───── Data to examine ─────

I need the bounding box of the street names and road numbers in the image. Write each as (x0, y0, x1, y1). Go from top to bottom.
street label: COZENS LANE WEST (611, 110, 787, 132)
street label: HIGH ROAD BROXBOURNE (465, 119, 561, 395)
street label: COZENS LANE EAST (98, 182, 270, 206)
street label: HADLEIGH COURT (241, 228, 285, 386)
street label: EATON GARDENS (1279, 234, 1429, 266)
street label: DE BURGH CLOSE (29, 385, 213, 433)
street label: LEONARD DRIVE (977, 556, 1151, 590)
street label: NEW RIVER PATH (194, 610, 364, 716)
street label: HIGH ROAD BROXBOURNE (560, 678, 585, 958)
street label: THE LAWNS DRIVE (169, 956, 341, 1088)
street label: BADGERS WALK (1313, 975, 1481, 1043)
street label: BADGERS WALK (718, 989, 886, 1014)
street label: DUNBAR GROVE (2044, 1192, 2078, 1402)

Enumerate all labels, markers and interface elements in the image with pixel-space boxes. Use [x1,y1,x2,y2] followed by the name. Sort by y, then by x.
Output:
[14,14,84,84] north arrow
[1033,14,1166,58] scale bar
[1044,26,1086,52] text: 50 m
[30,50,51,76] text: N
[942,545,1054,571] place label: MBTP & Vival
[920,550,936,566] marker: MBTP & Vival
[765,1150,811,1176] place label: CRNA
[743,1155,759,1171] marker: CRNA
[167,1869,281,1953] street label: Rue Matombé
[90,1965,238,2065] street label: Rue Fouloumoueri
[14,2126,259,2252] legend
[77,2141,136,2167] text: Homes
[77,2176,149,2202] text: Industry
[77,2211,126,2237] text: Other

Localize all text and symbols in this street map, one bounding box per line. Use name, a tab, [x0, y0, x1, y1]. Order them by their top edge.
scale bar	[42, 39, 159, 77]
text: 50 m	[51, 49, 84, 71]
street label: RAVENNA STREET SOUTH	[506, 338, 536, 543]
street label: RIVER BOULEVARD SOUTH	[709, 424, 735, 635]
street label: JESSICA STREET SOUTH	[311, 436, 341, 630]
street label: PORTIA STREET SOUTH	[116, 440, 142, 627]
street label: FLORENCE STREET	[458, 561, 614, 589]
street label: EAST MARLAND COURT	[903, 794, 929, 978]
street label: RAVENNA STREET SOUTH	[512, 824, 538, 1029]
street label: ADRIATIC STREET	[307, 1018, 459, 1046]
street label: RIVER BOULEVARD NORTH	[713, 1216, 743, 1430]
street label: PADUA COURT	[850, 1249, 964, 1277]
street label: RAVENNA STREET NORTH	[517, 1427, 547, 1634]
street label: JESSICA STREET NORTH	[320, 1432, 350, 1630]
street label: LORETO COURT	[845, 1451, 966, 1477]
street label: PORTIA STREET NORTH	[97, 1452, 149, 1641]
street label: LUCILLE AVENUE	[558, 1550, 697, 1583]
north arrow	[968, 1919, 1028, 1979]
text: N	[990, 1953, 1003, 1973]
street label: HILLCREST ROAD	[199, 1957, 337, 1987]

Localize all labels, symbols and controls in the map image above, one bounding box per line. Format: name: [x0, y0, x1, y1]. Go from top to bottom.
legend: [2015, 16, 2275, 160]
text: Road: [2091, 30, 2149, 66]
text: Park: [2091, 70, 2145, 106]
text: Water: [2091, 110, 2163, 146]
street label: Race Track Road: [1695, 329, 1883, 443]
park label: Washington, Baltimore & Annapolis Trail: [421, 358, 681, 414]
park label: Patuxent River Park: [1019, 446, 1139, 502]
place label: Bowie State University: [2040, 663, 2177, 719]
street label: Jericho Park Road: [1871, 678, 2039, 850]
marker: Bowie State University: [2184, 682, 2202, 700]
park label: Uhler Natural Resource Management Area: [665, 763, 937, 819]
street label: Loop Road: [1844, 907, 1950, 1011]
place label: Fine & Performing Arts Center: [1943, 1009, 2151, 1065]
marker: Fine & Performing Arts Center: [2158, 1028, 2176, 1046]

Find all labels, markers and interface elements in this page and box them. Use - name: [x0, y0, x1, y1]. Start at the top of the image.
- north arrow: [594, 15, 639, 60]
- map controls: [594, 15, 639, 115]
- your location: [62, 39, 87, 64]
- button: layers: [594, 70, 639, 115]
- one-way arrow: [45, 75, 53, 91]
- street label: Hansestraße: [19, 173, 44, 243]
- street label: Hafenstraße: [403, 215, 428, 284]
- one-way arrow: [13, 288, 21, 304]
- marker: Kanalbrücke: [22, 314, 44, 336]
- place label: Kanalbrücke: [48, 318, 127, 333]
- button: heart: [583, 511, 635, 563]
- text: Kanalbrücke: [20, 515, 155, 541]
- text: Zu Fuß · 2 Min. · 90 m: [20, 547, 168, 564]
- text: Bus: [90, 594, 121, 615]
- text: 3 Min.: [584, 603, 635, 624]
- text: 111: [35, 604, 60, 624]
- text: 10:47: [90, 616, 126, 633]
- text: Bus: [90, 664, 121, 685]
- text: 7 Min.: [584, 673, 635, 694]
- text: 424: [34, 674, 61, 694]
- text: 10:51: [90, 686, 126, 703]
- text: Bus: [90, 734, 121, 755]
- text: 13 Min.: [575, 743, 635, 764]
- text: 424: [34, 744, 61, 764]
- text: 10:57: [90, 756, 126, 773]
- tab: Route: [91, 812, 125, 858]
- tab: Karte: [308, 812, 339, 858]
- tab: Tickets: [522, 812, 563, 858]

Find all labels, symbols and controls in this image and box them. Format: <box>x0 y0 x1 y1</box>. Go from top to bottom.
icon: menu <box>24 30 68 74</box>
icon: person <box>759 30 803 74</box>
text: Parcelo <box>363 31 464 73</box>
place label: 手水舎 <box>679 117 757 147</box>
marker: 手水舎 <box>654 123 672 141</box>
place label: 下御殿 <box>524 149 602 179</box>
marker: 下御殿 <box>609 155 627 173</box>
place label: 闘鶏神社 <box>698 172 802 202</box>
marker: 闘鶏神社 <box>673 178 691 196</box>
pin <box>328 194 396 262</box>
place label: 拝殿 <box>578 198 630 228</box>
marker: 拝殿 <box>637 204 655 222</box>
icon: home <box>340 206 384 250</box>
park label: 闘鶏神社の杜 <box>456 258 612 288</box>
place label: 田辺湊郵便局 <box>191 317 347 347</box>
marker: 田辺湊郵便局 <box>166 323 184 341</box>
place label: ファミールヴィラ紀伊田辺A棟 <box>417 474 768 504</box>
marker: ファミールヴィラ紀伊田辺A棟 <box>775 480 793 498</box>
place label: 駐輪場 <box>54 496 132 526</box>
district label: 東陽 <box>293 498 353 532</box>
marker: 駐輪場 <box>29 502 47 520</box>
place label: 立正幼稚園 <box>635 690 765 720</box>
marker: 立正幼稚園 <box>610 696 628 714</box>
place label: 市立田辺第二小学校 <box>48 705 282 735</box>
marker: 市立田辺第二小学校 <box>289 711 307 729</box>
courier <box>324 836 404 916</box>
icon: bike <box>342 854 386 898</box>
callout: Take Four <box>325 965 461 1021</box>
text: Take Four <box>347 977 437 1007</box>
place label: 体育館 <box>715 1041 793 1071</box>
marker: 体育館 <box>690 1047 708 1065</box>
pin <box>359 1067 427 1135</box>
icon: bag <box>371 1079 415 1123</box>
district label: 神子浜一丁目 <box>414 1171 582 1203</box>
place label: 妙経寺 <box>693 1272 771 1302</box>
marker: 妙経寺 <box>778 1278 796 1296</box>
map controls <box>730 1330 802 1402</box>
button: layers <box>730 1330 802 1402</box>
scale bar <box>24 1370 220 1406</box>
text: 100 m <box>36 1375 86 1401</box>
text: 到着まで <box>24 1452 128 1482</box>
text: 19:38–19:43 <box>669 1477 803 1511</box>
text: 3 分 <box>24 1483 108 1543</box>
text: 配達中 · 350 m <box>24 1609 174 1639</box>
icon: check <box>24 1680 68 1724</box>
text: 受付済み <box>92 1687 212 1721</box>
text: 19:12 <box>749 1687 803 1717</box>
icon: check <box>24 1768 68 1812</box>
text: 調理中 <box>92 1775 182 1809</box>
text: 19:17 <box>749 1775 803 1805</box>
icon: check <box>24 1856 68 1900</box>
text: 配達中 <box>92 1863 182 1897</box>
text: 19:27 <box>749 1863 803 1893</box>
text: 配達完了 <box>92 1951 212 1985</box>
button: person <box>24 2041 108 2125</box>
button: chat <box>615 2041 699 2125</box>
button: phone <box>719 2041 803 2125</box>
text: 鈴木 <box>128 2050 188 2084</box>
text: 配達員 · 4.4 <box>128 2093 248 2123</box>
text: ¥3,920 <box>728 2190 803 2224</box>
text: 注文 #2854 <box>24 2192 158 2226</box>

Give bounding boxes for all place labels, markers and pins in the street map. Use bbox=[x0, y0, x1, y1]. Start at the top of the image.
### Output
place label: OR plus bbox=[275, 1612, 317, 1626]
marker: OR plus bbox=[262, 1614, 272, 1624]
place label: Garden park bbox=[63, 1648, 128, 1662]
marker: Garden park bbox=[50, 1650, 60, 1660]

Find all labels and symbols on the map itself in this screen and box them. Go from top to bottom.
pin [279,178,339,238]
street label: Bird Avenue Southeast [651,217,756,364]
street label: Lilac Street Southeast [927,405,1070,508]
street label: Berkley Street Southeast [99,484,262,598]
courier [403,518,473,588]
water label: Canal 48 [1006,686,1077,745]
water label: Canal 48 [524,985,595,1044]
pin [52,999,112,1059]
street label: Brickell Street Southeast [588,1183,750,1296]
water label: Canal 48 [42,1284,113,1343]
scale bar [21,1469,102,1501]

─────

Only lines with the word "Bowie" are wanted; pull each of them from the records.

place label: Bowie State University: [2040, 663, 2177, 719]
marker: Bowie State University: [2184, 682, 2202, 700]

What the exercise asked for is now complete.